- **Stored data entries**:
BEGIN
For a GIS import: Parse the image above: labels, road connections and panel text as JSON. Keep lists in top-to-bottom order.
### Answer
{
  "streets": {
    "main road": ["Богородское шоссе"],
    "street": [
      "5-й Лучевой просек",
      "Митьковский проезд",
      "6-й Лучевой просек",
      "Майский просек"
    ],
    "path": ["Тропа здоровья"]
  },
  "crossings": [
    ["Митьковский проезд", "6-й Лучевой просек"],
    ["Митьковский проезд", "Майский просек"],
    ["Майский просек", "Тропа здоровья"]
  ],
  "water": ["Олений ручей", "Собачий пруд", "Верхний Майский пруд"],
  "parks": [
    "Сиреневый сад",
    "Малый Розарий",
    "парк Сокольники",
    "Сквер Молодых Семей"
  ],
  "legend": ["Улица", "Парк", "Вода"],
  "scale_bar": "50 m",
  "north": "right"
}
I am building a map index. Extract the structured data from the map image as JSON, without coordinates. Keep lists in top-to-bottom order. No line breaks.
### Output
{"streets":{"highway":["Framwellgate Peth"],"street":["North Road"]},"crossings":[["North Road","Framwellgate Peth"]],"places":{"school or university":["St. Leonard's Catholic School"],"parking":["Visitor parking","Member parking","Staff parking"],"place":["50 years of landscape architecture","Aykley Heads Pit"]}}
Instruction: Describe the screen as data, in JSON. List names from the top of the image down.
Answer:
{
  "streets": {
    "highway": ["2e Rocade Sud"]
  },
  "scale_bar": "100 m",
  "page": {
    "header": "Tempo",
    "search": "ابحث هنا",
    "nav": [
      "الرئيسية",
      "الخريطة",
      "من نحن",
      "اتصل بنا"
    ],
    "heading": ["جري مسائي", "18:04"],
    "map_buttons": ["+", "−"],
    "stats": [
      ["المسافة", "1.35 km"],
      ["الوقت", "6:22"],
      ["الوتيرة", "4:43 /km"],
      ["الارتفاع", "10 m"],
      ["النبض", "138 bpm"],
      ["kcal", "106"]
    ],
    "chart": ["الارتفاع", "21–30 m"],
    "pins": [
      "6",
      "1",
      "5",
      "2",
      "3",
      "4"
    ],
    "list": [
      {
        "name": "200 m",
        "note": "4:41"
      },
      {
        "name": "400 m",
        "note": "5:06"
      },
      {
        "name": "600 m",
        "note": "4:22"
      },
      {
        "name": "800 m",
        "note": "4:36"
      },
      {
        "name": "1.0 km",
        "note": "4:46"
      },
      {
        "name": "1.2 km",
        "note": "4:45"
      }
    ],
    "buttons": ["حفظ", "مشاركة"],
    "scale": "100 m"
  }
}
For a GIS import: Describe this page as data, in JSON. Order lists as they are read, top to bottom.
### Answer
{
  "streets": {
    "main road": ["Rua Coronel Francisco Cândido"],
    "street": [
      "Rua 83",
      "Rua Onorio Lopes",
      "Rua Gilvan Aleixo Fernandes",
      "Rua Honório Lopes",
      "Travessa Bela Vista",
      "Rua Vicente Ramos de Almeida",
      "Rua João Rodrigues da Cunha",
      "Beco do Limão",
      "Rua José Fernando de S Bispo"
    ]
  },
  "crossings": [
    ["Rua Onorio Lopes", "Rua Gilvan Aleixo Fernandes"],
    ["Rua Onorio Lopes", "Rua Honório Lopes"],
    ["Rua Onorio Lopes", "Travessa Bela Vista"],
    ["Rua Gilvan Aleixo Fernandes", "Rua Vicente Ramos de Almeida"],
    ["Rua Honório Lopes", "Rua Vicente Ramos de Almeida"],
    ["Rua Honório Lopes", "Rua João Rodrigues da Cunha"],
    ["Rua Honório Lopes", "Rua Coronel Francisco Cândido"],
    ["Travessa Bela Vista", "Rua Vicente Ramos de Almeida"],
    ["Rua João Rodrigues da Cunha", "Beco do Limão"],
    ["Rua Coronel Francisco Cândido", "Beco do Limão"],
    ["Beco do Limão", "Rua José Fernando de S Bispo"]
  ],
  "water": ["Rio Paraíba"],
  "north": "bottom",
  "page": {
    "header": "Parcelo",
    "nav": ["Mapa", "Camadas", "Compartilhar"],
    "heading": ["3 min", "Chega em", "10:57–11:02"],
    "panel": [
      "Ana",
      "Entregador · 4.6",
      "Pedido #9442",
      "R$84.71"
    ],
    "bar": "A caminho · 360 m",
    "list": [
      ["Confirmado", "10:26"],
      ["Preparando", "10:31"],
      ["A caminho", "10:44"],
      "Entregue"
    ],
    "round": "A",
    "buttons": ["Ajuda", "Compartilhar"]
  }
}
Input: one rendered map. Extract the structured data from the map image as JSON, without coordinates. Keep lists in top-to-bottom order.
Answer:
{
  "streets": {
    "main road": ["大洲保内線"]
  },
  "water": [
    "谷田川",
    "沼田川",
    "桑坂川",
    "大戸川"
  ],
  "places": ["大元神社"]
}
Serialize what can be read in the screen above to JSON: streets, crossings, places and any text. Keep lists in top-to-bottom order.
END
- **Exercise description**: Copy out the lines of the data where the word "without" can be found.

- **The completed task**:
I am building a map index. Extract the structured data from the map image as JSON, without coordinates. Keep lists in top-to-bottom order. No line breaks.
Input: one rendered map. Extract the structured data from the map image as JSON, without coordinates. Keep lists in top-to-bottom order.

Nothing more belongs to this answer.